* [WHAT TO WORK ON]
Look through the data below for the line with "Annotation task. Dump" and the line with "Describe the image", then transcribe exactly from the first through the second, leaving out all pictures.

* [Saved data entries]
=== Section Start ===
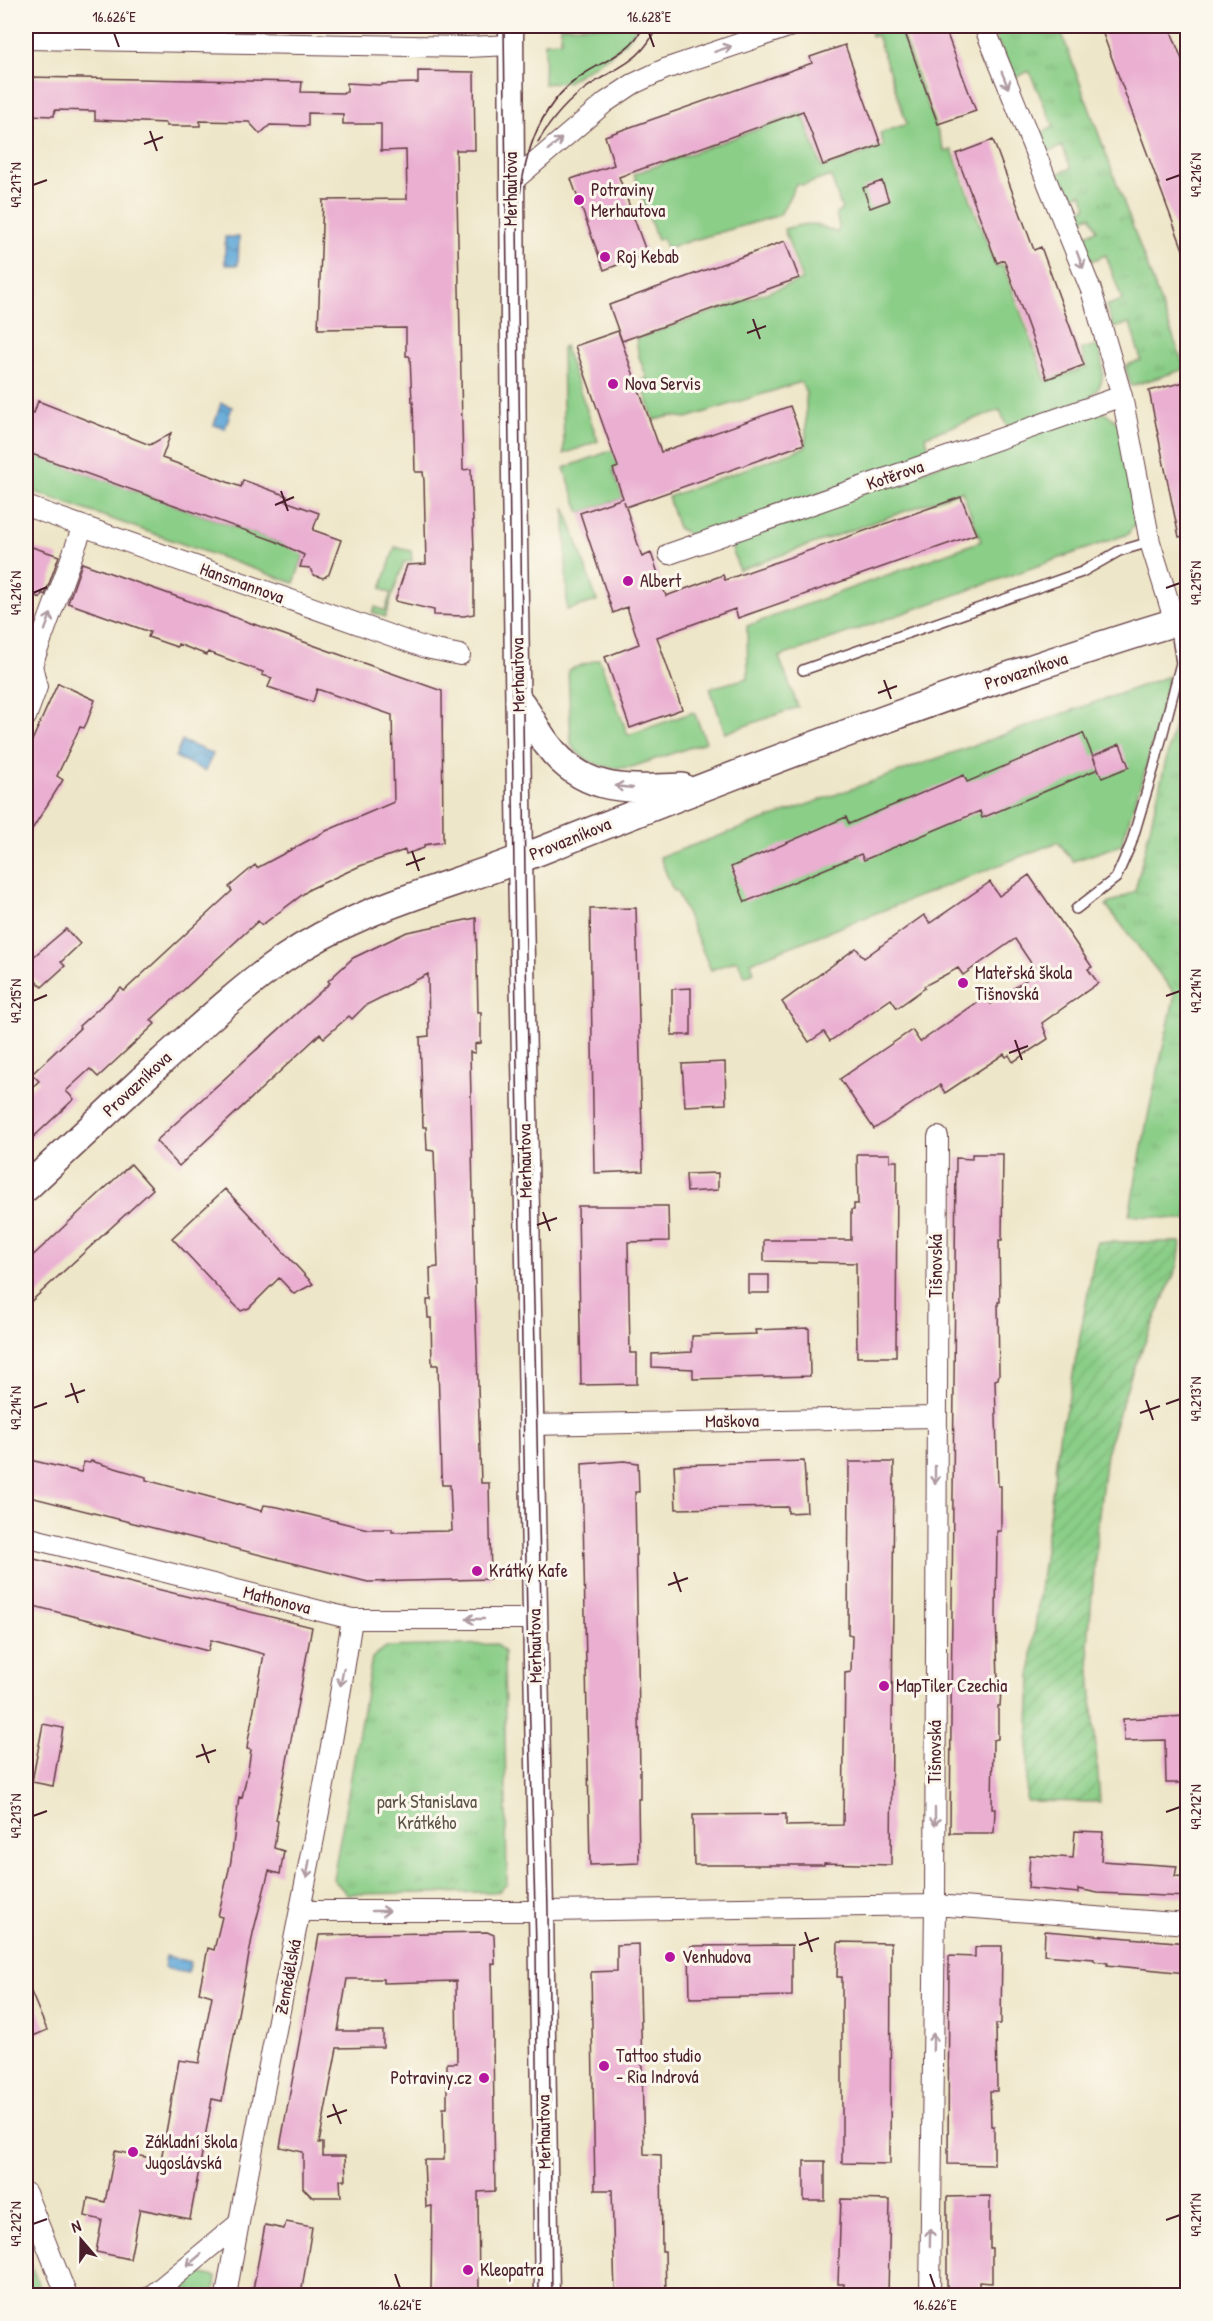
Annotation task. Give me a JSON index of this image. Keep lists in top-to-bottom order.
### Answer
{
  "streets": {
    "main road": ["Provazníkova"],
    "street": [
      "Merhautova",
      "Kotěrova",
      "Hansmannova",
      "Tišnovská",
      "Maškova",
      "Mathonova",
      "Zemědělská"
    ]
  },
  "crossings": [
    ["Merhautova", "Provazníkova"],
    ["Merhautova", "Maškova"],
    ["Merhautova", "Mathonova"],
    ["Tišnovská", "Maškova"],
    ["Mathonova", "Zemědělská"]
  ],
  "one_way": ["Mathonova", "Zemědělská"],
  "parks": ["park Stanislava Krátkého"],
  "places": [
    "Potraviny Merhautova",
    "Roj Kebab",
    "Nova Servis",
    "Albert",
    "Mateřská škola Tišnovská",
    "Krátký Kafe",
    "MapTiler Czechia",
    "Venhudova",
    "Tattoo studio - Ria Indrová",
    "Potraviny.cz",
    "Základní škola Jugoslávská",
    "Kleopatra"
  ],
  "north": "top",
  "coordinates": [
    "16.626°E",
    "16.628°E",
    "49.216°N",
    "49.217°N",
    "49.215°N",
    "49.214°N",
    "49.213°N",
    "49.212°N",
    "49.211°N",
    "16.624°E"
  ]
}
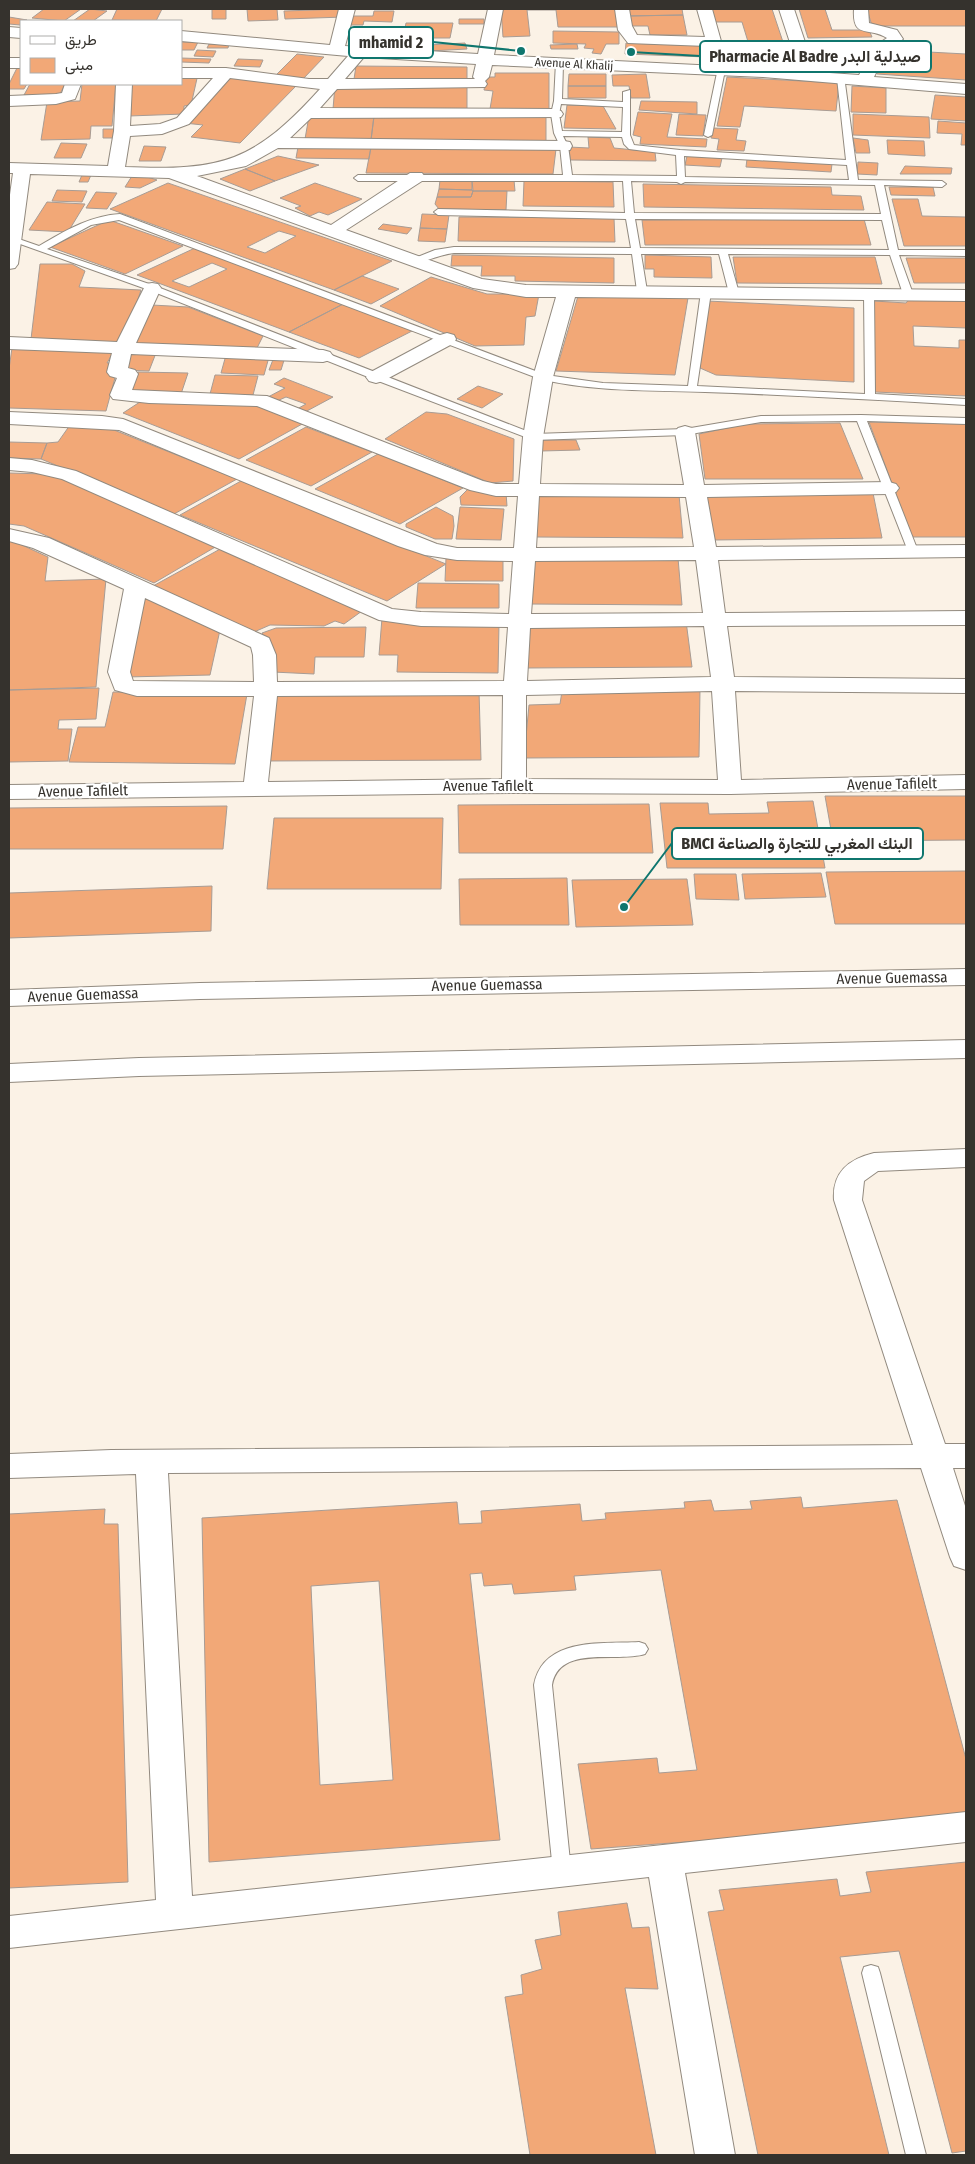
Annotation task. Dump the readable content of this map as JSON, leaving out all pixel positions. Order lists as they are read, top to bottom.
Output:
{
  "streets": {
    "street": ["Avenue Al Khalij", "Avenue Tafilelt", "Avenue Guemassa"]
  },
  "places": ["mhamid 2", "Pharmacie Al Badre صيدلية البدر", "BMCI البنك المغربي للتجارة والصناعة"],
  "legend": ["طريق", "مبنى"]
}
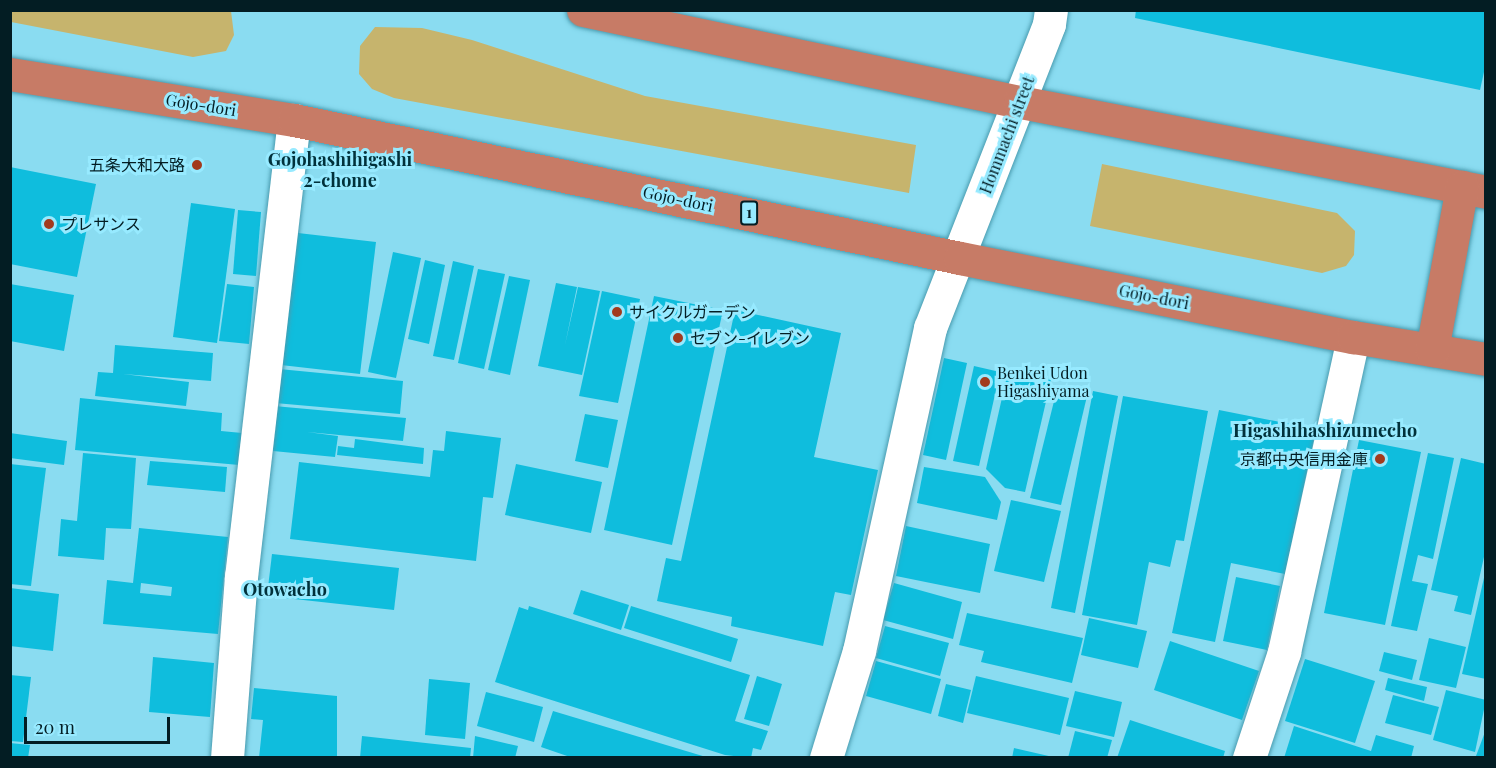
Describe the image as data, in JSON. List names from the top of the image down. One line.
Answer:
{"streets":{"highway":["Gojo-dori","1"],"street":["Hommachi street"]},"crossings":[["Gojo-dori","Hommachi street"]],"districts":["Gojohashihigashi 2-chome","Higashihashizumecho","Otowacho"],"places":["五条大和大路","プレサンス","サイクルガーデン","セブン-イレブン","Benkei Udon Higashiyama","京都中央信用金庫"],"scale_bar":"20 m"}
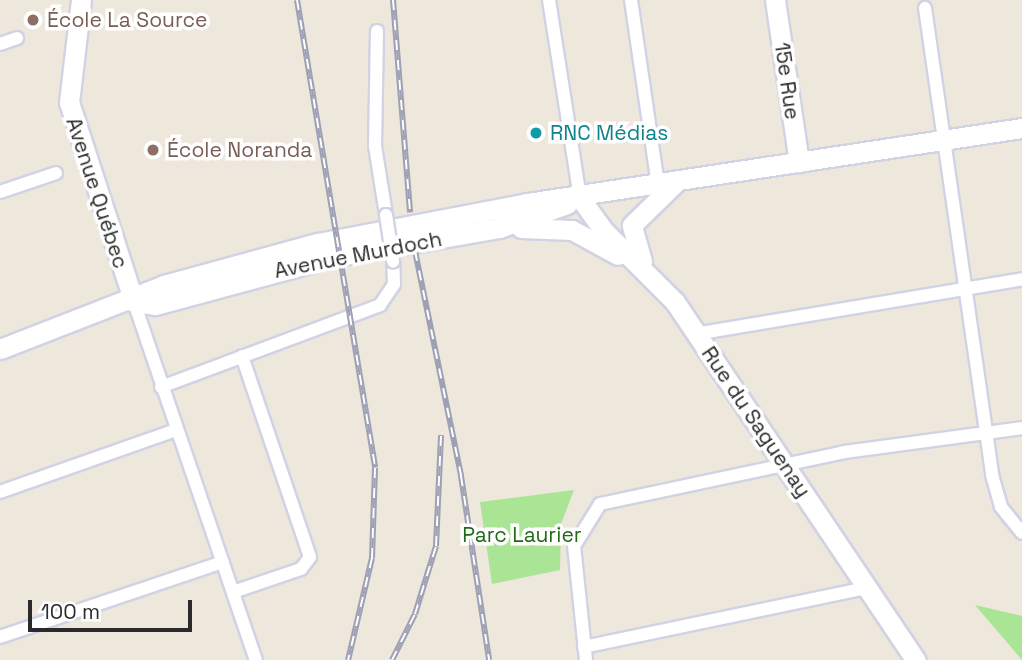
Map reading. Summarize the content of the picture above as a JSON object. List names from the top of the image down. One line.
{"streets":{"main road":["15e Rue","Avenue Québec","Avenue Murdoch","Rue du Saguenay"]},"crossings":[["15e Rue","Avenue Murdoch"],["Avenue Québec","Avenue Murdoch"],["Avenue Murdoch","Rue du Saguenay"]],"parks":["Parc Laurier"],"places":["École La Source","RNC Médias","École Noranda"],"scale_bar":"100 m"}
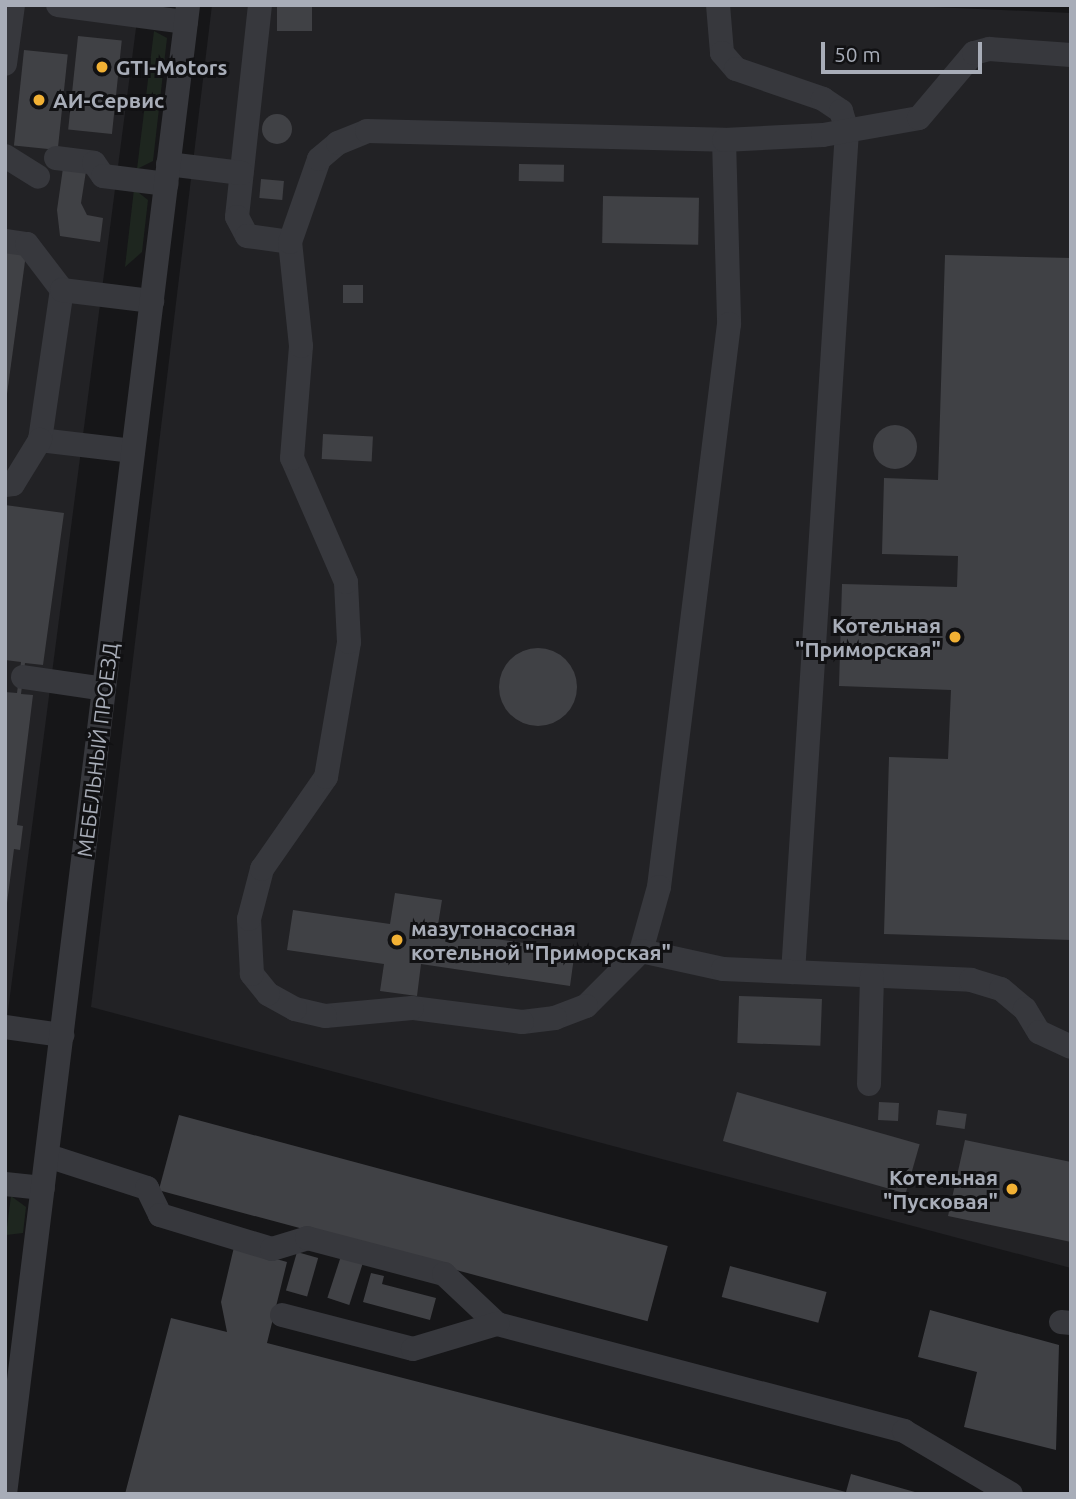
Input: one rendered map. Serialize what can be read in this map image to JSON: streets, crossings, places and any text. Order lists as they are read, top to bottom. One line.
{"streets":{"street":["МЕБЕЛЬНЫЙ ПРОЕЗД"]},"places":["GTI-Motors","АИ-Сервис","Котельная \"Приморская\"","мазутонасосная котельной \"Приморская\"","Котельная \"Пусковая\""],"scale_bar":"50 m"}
=== Section End ===
* [RESULT OF THIS EXERCISE]
Annotation task. Dump the readable content of this map as JSON, leaving out all pixel positions. Order lists as they are read, top to bottom.
Output:
{
  "streets": {
    "street": ["Avenue Al Khalij", "Avenue Tafilelt", "Avenue Guemassa"]
  },
  "places": ["mhamid 2", "Pharmacie Al Badre صيدلية البدر", "BMCI البنك المغربي للتجارة والصناعة"],
  "legend": ["طريق", "مبنى"]
}
Describe the image as data, in JSON. List names from the top of the image down. One line.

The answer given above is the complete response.